* [ASSIGNED TASK] Look below and pull out each line with the word "bottom".

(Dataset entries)

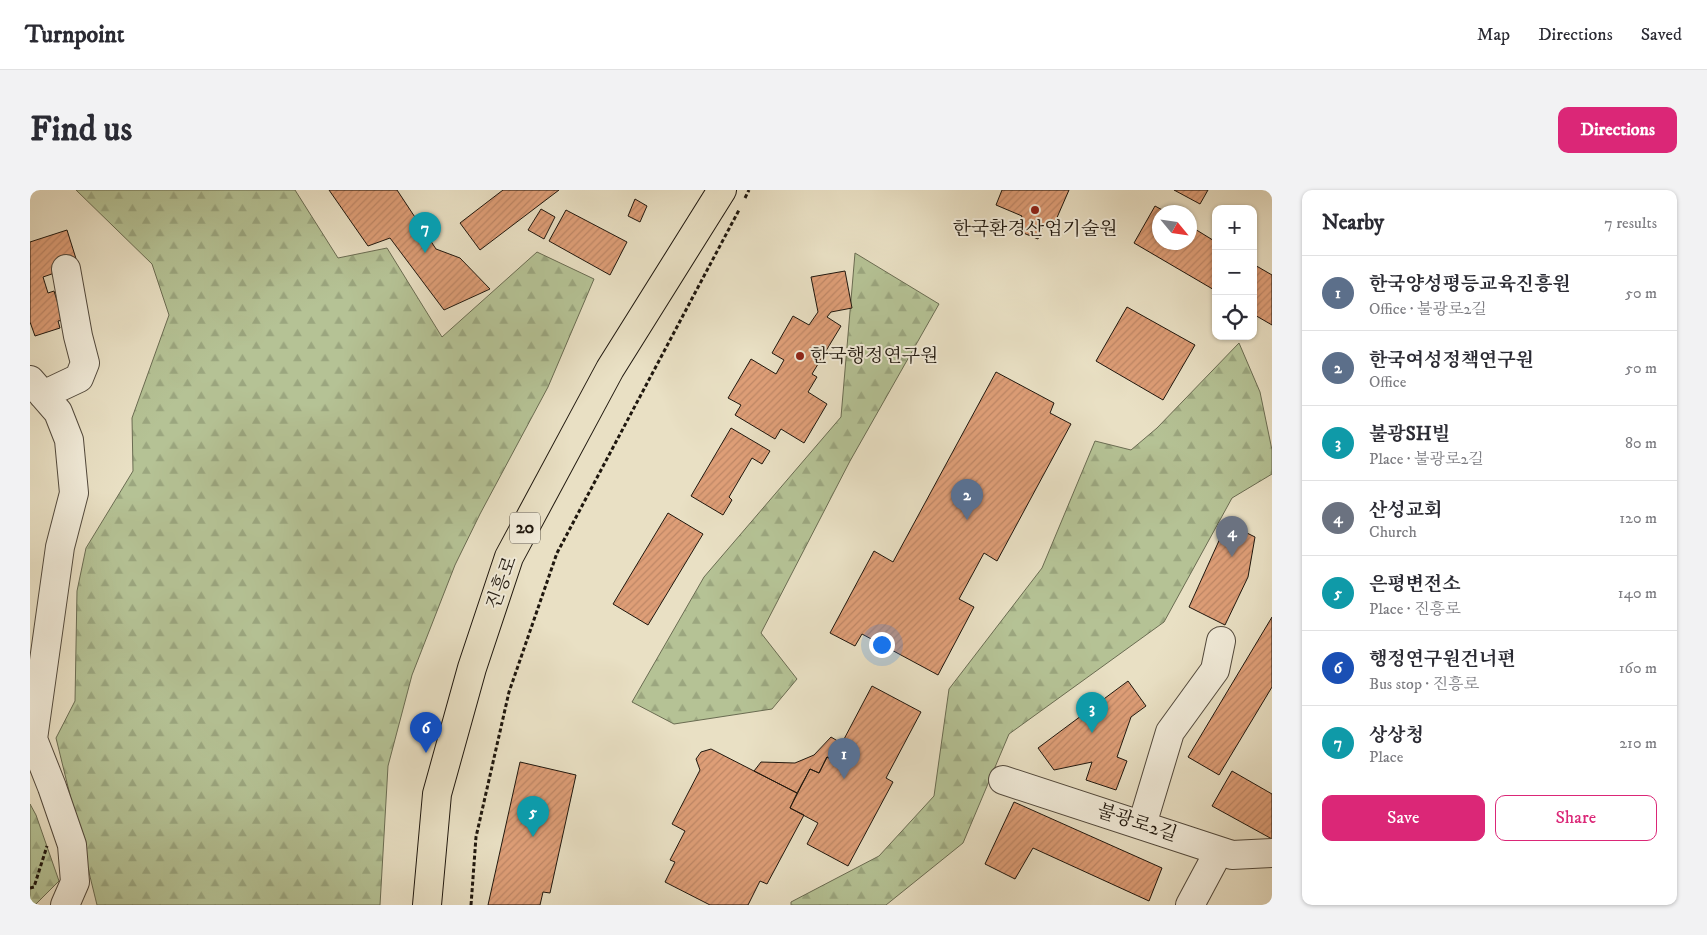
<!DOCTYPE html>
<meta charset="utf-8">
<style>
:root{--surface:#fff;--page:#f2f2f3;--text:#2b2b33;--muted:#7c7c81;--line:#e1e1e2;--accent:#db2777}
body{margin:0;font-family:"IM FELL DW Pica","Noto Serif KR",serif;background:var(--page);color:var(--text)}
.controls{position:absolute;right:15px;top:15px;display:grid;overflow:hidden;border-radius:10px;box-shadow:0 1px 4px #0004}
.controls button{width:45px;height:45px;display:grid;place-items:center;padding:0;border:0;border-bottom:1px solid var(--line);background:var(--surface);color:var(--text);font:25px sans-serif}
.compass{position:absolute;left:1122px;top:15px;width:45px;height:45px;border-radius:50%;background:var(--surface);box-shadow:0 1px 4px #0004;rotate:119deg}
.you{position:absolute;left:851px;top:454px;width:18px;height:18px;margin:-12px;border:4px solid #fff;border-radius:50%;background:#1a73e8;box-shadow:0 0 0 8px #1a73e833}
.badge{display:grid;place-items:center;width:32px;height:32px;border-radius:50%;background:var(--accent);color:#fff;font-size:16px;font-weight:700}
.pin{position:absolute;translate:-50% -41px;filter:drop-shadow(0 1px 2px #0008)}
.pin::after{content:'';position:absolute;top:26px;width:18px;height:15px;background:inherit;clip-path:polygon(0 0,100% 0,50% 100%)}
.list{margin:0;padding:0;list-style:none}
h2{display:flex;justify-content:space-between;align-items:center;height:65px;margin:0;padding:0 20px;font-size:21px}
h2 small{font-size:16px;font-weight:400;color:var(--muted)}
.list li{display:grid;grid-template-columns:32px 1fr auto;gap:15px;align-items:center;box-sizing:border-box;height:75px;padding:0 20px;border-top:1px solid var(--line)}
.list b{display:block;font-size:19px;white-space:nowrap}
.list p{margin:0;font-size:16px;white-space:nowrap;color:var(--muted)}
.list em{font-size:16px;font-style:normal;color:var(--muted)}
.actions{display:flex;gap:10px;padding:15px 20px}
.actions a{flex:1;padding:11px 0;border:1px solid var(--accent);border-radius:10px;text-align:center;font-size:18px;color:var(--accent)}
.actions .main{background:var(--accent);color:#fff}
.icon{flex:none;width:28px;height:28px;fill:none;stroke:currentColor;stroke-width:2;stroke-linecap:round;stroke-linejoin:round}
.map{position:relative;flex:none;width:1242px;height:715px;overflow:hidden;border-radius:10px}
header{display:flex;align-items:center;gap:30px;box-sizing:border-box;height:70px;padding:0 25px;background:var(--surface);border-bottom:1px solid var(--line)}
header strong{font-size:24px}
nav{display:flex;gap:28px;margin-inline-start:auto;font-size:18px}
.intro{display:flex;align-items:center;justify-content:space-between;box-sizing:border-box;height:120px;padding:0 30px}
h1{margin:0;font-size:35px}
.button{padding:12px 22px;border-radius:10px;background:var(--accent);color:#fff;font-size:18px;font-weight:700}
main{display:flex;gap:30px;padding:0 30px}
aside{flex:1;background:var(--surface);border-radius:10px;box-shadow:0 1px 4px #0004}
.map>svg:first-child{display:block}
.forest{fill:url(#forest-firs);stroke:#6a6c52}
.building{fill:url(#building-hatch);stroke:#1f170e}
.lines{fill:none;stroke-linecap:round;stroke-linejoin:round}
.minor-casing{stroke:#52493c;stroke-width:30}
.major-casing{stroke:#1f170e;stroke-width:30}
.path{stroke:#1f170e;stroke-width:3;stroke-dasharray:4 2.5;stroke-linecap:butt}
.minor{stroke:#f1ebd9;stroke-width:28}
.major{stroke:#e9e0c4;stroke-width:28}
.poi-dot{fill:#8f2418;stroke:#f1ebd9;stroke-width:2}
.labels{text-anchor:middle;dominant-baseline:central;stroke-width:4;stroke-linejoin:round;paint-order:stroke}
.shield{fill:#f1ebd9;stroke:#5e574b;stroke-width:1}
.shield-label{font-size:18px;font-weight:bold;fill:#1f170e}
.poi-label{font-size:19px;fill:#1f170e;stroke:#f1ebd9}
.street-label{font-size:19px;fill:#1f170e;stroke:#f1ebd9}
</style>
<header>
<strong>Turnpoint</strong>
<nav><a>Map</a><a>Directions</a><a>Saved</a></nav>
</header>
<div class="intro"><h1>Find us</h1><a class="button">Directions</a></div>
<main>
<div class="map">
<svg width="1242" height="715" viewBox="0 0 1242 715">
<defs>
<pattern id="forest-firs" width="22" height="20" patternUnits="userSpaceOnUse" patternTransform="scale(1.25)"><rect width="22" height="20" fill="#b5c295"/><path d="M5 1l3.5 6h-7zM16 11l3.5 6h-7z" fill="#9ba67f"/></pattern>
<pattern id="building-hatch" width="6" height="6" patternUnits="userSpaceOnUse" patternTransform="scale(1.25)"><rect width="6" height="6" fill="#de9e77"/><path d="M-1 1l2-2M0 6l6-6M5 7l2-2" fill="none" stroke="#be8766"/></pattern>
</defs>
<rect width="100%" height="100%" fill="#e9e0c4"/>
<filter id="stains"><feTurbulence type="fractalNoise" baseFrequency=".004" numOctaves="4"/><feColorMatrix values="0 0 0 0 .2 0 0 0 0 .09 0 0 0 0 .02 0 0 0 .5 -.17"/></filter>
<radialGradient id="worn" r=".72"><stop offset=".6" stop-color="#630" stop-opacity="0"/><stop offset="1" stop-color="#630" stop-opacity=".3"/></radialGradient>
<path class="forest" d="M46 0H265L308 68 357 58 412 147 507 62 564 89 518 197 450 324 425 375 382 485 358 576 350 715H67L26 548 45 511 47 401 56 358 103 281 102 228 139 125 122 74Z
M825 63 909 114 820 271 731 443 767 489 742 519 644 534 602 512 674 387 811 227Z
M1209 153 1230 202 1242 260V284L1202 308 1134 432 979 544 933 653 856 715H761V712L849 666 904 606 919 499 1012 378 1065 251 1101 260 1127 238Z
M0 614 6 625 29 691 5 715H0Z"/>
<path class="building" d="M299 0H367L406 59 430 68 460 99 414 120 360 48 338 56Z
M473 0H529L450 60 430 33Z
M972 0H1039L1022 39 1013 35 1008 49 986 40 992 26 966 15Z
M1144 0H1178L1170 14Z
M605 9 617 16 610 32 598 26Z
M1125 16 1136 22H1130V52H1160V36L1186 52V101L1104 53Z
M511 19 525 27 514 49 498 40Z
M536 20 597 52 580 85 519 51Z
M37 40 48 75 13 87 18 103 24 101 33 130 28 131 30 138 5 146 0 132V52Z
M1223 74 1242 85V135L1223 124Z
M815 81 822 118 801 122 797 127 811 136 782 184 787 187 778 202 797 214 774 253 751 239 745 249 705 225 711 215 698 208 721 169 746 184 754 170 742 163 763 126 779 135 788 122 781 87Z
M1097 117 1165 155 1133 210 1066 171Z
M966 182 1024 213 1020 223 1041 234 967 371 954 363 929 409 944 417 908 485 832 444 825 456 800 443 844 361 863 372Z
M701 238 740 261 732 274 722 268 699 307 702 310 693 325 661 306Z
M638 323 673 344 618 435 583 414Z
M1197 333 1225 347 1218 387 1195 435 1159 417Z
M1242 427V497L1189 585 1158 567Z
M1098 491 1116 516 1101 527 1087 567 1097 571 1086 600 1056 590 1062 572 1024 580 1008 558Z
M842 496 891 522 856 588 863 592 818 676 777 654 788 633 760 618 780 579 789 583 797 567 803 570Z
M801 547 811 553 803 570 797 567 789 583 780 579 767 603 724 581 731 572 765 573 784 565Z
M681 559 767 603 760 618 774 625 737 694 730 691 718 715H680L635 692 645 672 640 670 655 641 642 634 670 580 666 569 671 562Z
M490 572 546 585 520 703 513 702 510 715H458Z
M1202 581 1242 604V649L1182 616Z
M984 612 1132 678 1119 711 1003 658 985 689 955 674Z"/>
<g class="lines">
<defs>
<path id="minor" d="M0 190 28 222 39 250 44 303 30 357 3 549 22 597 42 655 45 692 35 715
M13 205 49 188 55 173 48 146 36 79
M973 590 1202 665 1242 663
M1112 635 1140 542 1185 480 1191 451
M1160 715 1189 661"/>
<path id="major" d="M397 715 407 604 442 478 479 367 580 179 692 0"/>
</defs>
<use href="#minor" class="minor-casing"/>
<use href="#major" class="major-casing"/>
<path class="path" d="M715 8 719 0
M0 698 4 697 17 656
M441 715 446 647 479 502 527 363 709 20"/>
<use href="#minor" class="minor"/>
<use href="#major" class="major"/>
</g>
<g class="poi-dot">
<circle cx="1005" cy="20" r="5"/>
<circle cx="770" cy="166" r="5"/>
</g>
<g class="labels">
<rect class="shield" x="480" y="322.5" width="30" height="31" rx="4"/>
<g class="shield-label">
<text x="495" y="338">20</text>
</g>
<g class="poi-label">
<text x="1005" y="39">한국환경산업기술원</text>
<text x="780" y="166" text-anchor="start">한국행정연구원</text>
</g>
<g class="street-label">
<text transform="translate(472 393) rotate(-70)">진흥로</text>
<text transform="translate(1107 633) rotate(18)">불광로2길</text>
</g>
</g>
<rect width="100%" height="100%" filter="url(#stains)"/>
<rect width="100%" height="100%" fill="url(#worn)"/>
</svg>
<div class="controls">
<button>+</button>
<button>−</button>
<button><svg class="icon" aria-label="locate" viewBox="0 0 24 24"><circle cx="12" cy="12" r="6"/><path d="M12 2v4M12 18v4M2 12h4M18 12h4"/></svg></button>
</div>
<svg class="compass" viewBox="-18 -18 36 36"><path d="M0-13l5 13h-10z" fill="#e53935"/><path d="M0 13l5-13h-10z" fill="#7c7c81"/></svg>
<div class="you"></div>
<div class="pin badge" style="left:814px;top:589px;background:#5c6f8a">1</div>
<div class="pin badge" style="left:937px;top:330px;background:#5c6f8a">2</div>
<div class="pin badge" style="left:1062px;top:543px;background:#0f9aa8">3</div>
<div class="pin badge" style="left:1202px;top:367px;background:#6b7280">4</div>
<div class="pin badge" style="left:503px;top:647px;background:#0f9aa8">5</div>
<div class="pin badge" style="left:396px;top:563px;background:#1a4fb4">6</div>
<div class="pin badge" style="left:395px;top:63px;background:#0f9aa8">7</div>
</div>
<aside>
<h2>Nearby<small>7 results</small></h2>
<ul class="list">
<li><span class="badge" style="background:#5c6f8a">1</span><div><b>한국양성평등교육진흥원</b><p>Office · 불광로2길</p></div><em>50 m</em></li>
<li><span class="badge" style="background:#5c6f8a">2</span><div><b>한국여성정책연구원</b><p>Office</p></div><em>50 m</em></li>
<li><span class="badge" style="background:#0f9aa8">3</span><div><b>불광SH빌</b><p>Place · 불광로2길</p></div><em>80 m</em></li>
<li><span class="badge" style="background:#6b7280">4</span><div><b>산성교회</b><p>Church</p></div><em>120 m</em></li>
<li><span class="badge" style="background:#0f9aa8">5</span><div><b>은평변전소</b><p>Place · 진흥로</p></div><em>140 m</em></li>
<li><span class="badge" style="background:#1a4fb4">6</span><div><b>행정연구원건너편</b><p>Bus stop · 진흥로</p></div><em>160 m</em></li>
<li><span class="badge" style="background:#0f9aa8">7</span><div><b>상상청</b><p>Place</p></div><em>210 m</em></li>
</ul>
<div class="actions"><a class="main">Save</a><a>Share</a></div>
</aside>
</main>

* [TASK ANSWER]
.controls button{width:45px;height:45px;display:grid;place-items:center;padding:0;border:0;border-bottom:1px solid var(--line);background:var(--surface);color:var(--text);font:25px sans-serif}
header{display:flex;align-items:center;gap:30px;box-sizing:border-box;height:70px;padding:0 25px;background:var(--surface);border-bottom:1px solid var(--line)}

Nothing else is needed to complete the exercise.